Many of the team will be involved in either the Kitale projects or the bakery and hopefully all are more skilled for whatever they take on in the future. The eye equipment has now been packed and installed in Kitale Eye Hospital for the next projects;
Our flat has the feeling of transition. Pictures are coming off the wall, graffiti (or art work – depends on your perspective) is more noticeable than ever, our clothes and books in boxes and bags. The random temperature generator is being readied for its last encounters with us. We’ve just finalised the plans for the bakery renovations and this will start any day now. The bakery team have all met together and the initial training went really well.
All that remained was to find specialist equipment for the bakery. We had planned a trip to Kisumu on our way back from Kitale but the owner was out of the country. A few days later, our time coming to an end, the owner still out of Kenya we decided to send Andrew in with his bargaining skills and sparing Lucas eight hours on the road…

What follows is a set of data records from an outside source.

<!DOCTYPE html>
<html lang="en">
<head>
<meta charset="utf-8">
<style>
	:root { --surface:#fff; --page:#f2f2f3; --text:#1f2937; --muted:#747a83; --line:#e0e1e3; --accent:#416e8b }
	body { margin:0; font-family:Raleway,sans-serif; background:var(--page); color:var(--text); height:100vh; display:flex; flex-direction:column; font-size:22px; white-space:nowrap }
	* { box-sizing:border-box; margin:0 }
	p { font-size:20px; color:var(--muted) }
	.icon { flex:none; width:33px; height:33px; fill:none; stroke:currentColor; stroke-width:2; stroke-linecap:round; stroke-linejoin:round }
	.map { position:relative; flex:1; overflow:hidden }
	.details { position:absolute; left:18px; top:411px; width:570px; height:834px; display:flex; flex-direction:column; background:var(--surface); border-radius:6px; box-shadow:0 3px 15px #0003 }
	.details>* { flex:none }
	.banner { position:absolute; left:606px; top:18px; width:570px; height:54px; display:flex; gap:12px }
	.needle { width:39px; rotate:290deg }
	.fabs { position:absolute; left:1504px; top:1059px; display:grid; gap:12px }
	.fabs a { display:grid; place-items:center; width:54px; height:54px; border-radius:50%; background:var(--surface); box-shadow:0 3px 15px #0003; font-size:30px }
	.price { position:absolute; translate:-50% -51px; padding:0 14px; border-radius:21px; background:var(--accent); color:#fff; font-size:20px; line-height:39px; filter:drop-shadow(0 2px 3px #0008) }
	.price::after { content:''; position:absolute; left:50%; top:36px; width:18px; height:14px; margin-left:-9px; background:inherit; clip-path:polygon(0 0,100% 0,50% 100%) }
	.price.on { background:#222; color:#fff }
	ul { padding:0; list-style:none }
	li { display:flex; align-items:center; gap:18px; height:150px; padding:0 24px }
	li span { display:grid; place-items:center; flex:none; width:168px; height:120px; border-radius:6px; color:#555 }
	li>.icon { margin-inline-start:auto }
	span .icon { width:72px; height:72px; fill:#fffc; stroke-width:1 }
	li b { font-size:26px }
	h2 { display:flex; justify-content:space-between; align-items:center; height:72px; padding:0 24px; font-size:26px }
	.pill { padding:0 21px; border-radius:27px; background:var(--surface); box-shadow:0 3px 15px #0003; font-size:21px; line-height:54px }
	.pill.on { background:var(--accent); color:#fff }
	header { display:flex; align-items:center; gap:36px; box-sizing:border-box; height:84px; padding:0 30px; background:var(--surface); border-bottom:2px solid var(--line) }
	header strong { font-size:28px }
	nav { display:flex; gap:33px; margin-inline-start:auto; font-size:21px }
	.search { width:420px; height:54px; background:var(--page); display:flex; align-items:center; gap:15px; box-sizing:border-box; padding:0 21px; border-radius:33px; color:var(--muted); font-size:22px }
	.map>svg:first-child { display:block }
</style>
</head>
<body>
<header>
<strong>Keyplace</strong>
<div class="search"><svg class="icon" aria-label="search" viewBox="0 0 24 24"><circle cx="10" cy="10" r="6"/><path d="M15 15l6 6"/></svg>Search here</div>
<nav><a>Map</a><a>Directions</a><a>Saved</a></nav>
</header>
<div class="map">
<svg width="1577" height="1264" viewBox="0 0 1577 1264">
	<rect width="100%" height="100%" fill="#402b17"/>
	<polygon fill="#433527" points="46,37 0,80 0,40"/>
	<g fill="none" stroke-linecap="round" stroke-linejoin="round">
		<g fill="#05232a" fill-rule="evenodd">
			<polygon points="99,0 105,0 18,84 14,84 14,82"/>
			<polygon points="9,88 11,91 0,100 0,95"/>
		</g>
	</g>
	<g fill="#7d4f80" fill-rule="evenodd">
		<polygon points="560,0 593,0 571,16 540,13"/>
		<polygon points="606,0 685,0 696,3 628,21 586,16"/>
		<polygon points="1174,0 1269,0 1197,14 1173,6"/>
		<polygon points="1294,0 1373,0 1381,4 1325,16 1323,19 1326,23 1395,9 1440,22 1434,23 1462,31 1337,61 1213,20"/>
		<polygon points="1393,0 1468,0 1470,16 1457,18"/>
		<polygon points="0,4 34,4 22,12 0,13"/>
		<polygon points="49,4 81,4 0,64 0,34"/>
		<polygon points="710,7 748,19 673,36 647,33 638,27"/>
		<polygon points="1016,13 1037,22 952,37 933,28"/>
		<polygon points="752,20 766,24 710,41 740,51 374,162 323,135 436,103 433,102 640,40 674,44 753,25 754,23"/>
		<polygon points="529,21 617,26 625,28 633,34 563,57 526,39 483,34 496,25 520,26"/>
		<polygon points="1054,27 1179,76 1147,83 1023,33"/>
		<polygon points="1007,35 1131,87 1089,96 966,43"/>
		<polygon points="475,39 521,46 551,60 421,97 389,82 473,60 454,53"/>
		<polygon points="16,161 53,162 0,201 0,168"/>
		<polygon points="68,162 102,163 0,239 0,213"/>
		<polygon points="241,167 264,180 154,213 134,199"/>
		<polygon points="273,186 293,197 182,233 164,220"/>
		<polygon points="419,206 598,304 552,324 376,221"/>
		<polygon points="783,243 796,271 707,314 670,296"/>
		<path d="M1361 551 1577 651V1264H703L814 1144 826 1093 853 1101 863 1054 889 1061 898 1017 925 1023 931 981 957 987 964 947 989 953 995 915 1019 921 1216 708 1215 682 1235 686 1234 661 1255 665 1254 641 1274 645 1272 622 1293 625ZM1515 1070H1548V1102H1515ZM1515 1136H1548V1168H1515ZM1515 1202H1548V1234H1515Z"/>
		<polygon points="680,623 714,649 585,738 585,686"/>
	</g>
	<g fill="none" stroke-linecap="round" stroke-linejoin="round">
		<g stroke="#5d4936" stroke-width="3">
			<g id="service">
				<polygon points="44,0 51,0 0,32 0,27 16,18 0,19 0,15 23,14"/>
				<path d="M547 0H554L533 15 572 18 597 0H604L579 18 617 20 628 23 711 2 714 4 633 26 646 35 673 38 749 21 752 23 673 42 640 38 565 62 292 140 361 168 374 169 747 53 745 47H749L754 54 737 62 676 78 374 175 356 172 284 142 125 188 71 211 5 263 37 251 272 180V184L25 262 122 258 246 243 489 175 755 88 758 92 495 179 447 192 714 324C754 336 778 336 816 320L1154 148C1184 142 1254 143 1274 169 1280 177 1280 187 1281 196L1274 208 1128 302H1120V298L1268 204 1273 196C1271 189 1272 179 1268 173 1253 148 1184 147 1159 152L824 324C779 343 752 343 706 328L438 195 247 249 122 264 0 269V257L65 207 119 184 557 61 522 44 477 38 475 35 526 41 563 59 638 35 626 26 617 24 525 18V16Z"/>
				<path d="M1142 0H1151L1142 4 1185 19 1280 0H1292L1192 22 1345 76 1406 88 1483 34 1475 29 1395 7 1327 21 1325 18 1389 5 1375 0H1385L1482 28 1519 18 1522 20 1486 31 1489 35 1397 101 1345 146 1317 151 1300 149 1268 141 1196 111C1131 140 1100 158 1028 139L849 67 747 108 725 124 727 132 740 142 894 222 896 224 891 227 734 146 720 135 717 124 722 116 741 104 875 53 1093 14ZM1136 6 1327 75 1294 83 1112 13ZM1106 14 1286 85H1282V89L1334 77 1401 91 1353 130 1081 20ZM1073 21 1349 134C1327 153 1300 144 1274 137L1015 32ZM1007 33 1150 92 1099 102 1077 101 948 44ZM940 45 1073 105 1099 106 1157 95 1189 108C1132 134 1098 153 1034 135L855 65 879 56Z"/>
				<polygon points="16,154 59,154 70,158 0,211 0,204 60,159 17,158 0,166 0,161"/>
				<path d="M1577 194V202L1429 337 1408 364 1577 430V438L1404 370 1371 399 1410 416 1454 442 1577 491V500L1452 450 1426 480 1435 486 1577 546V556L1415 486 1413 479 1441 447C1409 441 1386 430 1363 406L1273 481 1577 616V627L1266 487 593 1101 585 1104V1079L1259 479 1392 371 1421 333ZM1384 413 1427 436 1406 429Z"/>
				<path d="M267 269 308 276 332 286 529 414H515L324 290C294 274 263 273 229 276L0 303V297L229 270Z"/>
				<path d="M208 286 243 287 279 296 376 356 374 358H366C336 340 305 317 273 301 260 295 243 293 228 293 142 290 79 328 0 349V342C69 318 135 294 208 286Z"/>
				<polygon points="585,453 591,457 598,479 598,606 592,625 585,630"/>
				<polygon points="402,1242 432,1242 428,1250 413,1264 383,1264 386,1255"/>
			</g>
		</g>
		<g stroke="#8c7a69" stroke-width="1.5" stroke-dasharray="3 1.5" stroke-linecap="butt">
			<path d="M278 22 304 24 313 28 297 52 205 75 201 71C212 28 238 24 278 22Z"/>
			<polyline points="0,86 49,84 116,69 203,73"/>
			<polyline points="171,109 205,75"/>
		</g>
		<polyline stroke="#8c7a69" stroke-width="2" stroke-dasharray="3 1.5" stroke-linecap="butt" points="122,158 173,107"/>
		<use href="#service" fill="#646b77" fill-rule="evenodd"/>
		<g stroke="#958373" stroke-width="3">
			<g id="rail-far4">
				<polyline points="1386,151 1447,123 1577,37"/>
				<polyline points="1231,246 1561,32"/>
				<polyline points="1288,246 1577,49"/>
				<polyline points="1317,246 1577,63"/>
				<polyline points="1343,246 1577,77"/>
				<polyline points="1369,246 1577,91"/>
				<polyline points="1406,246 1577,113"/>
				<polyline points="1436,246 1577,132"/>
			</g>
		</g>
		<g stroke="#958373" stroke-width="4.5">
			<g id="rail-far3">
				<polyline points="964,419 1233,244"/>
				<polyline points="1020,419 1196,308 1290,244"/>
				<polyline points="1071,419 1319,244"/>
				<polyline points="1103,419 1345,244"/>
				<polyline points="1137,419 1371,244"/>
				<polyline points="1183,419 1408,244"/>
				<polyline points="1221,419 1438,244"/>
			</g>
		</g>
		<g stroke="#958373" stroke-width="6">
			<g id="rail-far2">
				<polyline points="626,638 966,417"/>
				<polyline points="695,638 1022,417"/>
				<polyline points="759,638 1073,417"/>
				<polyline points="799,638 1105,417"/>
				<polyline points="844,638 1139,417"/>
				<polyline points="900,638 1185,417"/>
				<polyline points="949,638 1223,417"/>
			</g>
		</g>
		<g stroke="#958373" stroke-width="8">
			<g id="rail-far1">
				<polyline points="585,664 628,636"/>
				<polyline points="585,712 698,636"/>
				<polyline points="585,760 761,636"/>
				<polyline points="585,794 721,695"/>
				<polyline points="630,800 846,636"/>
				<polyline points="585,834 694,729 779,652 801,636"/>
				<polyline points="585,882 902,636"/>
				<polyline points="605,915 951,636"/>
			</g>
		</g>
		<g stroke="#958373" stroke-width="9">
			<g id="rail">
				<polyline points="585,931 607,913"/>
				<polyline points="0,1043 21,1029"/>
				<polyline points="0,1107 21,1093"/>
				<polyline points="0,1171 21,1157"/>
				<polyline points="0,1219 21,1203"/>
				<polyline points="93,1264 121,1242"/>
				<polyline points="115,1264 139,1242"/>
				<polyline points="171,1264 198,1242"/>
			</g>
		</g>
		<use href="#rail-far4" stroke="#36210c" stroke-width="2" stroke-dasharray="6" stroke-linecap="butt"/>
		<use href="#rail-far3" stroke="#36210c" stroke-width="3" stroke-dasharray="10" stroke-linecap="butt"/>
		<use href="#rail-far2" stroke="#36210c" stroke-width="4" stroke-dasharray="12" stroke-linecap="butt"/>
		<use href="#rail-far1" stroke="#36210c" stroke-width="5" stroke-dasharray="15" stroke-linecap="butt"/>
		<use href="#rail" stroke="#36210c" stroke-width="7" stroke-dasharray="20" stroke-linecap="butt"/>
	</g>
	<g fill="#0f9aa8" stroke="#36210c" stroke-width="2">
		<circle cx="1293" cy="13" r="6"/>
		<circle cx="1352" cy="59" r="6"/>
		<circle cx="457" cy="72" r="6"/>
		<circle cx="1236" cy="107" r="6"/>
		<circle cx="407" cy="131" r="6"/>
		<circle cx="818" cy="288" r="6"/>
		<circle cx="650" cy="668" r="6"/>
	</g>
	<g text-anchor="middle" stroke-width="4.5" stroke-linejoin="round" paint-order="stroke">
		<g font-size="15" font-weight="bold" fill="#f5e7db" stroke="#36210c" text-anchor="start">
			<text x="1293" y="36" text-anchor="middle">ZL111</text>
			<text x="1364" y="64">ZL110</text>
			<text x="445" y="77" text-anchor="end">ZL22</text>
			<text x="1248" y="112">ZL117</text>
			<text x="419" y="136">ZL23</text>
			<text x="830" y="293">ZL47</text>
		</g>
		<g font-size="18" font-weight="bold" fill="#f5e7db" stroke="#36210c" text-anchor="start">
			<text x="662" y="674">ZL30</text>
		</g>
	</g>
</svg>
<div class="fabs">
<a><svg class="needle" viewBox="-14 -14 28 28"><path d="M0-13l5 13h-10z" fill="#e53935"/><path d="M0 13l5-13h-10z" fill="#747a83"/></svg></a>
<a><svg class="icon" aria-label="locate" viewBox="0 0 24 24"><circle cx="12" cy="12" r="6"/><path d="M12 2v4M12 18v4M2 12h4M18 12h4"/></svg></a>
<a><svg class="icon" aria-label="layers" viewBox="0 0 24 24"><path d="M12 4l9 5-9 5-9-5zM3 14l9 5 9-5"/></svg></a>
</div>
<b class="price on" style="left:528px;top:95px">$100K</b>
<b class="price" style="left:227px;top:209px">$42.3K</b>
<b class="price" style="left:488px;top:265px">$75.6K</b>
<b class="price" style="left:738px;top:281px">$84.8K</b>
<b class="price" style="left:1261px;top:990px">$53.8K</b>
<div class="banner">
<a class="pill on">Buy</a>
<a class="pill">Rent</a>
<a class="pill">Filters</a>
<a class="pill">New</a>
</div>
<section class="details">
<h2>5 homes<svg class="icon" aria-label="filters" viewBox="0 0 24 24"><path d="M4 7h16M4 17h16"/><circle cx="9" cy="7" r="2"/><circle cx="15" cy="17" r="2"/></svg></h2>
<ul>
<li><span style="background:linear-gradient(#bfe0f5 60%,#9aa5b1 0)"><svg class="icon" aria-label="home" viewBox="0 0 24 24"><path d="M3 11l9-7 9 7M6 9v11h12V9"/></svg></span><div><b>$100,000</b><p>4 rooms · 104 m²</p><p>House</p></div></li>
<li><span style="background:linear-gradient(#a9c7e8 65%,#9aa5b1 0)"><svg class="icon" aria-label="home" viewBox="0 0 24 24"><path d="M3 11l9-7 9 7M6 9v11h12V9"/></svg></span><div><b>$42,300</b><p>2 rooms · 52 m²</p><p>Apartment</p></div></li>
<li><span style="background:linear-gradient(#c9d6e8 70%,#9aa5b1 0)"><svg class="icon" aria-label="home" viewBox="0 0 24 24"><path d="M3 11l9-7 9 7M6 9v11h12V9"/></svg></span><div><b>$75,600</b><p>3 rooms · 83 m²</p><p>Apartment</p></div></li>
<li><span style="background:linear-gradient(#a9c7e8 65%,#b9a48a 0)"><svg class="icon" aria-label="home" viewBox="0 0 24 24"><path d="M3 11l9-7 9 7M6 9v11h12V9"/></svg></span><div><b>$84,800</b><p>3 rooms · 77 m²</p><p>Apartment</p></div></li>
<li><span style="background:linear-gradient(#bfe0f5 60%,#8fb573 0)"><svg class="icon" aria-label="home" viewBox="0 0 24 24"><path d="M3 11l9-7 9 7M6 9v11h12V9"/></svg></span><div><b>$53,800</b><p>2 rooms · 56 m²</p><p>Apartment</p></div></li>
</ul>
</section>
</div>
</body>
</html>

The email conversation between Andrew (in Kisumu) and Madeleine in Nakuru
Andrew/11.25: I’ve arrived, wish me luck
Mads/11.27: Use those Egyptian bargaining skills! Praying it works out
Mads/12.45: How’s it going? Are you out of signal? Xx
Andrew/13.03: I’ve seen all the equipment, it looks ideal, about to speak the boss on the phone
Andrew/13.21: Looks like it’s not going to happen, he wants to sell ALL or nothing 😦
Mads/13.23: What! It can’t be?
Andrew/13.51: All is not lost, having another conversation
Mads/14.04: Well? X
Andrew/14.09: Nope, not budging, we can’t afford to take all of it so we are stuck
Andrew/14.33: We might have a deal…
Andrew/14.44: He’s agreed to us taking the equipment we need but it is still 30% more then we can afford, I’ll keep trying
Mads/14.48: Keep going beautiful, p.s. I just cut Lucas’ hair while he was asleep
Mads/15.22: Any progress?
Andrew/15.31: We are getting close, just agreeing terms on delivery and installation
Mads/15.37: Keep going! x
Andrew/16.01: We have a deal!!! Ujima Bakery is actually going to happen xx
Andrew/16.03: Did you seriously cut Lucas’ hair?
We’ve both been daydreamers most of our lives, dreaming of adventure, new worlds, challenges and excitement. Every so often the dreams fill our consciousness to the point that we can no longer only dream about it. The reality it turns out is rarely as it is in the dreams. Yes, there is adventure, challenge and excitement, but there is also, in equal measure: pain, fear, doubt and struggle.
The unlikely combination of day dreaming eye surgeon, passionate doctor/baker and blond afro toddler have not only been accepted in to this wonderful country but also have been given the opportunity to make dreams happen.
As this wonderful time comes to an end, we look back over the months filled with highs and lows. The single, overwhelming emotion above all others, is still gratitude. Gratitude for the opportunities we were born in to, gratitude for the incredible people who have become our family, who trusted us as strangers and dedicated their time, energy and passion to make the project a success, gratitude to our families and friends who have loved and supported us throughout (and read our blogs).
This is one of the very hardest goodbyes we have had to do.